La somptueuse mélodie de notre cher Weiss faisait franc succès, dommage qu'elle n'ait pas eu l'effet désirée sur la personne concernée. Notre cher mage était comme, déçu. Pensait-il qu'aucune demoiselle ne lui résisterait ? Non, il sait très bien que c'est impossible. Ce qui l'embêtais, c'était ce sentiment qui le hantais. Il était là pour affaires mais pendant un instant, il avait comme oublié sa mission.

Pour ne pas être impoli dans cette guilde bourgeoise, il termina sa chanson avant de se retirer en saluant. Il décida alors de rejoindre la belle demoiselle aux cheveux d'émeraude. Il n'y avait que elle qui l'intéressait, elle était inaccessible et la nature humaine fait qu'on adore convoiter ce qui nous est impossible d'obtenir ~ Il en profita néanmoins pour analyser chaque recoins de cette guilde sans vraiment comprendre pourquoi le Maître de sa guilde tenait tant à trouver des informations par ici. Il errait donc dans les couloirs a la recherche de la demoiselle. Il voilait juste... la connaître, savoir pourquoi il ressentit un sentiment qu'il n'avait pas ressenti depuis une éternité. Qu'est-ce que cette demoiselle avait de si particulier ? Qui sait, peut être que ce mage noir est tombé.... Amoureux ? Non ! Pour cela, il faudrait qu'il arrive à tourner la page avec Yuumei, et ça, c'est compliqué.
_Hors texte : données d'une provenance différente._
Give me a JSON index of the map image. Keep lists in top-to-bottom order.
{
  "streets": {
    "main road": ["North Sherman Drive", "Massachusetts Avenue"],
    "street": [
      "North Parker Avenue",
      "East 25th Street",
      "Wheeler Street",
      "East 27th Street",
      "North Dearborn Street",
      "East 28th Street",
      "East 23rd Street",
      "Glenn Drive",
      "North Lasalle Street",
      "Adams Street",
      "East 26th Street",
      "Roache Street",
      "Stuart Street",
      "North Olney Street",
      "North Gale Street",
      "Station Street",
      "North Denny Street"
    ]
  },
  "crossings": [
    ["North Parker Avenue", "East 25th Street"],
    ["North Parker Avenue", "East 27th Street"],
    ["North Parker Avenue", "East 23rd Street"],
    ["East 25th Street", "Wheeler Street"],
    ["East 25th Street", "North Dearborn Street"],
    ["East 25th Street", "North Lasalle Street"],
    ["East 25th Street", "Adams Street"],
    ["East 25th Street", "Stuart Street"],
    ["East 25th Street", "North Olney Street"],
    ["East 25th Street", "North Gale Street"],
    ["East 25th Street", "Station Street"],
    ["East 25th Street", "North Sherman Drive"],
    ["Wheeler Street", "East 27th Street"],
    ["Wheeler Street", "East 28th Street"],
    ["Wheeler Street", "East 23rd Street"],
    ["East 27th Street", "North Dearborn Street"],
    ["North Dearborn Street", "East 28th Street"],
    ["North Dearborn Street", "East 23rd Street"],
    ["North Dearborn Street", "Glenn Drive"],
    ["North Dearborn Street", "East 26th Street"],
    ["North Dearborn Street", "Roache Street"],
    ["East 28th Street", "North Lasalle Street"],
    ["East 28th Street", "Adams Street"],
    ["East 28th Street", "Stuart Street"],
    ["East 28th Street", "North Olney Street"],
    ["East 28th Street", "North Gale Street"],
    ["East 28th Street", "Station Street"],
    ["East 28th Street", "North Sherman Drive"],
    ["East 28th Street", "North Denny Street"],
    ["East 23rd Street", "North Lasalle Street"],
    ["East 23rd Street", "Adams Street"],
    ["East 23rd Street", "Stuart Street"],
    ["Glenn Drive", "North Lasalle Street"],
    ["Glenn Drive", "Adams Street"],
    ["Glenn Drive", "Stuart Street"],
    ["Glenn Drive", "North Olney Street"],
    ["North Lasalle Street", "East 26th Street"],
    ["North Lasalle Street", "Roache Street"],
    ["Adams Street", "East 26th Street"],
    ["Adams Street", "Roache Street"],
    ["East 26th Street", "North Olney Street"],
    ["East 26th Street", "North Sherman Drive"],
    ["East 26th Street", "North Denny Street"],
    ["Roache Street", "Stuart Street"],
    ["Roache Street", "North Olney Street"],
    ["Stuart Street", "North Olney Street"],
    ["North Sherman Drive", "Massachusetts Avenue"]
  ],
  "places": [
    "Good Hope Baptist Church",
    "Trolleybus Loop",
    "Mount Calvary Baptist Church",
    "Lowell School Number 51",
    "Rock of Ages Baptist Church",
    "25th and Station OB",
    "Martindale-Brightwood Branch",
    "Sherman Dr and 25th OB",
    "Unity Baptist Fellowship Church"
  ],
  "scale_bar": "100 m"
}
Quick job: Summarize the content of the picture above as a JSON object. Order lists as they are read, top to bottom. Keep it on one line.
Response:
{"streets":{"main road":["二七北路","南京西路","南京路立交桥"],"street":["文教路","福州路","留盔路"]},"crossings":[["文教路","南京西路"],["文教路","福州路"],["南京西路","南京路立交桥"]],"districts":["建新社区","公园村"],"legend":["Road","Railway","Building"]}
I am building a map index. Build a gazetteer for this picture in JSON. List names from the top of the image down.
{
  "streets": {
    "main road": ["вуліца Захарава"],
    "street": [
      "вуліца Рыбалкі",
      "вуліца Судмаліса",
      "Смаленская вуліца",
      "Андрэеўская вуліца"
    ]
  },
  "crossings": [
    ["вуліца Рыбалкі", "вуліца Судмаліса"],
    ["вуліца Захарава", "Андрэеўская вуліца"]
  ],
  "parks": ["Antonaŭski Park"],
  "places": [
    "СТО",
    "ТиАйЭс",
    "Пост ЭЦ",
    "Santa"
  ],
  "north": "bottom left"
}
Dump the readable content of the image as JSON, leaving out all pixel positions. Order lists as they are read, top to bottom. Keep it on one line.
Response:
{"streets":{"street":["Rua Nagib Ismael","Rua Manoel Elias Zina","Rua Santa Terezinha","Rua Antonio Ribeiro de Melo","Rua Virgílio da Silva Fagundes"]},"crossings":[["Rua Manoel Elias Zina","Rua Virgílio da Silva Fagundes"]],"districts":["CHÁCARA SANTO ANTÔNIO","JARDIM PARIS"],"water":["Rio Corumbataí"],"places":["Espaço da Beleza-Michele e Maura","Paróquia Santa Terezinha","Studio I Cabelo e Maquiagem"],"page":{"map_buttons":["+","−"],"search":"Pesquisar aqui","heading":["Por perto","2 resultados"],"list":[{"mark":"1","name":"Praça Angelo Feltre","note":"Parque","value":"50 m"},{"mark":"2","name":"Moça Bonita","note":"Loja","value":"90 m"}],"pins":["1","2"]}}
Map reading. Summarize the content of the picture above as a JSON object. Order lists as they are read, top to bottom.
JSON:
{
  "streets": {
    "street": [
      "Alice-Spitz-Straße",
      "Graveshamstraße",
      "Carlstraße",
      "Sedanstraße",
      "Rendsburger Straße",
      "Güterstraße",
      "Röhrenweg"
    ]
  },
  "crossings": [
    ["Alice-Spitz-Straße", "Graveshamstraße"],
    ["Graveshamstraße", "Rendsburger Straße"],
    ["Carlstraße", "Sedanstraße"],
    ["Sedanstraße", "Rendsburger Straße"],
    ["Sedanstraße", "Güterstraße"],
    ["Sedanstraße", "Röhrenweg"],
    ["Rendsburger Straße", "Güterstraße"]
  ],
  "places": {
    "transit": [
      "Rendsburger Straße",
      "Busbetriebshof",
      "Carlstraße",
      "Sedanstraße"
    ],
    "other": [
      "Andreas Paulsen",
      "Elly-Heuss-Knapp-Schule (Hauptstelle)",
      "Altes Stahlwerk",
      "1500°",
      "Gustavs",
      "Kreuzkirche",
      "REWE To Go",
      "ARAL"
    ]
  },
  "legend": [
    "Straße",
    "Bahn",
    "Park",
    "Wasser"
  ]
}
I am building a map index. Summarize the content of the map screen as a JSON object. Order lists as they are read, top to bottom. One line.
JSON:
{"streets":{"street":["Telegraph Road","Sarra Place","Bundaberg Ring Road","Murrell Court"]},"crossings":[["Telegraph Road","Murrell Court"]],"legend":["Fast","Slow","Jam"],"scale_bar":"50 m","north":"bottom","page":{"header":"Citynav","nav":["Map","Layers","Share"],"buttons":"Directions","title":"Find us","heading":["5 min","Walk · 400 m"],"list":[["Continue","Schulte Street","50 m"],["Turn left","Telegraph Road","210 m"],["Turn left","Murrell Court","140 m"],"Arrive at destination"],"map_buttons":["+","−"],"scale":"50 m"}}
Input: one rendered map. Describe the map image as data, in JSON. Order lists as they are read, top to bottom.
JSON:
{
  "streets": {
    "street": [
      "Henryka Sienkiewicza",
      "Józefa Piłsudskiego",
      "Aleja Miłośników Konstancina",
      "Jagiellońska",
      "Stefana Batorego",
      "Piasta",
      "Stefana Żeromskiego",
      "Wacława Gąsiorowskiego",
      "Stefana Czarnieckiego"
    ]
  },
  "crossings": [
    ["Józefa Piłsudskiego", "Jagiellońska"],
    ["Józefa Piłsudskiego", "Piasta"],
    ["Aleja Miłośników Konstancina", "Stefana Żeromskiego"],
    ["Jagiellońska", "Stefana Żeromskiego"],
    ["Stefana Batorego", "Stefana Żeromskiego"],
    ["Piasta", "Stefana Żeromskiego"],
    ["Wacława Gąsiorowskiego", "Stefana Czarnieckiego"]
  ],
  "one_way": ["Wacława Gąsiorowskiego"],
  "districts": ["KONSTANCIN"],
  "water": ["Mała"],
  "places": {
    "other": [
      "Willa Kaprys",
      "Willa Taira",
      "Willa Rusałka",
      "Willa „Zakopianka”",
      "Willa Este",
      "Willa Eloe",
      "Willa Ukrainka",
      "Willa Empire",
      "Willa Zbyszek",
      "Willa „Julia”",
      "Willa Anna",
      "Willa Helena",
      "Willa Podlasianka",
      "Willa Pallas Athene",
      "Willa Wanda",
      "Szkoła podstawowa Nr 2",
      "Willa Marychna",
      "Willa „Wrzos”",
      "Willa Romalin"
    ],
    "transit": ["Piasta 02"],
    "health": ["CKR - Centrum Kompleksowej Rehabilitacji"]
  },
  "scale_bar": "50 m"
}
Sa promenade dans les couloirs se termina lorsqu'il arriva dans un jardin où il apercevait la demoiselle en question. Essayer de parler directement ne servait à rien pour lui. Il voulait que ce soit elle qui commences à lui adresser la parole. Il s'approcha donc, respira un bon coup et ce concentra. Le calme de ce lieu l'inspira pour une nouvelle mélodie. La musique était comme un refuge pour notre cher Weiss. Jouer était comme une libération pour lui, dans un monde où on peux libérer ses pensées, où on peux rêver. Un monde par lequel, on peux raconter une histoire sans faire de monologue, et il savait exactement laquelle raconter. Il pris alors son violon, et commença a jouer, une nouvelle fois. Il n'invita même pas la demoiselle à écouter, il l'ignorait même pour évité d'être perturbé par son charme naturel. Après tout, le but n'était pas de perdre tout ses moyens.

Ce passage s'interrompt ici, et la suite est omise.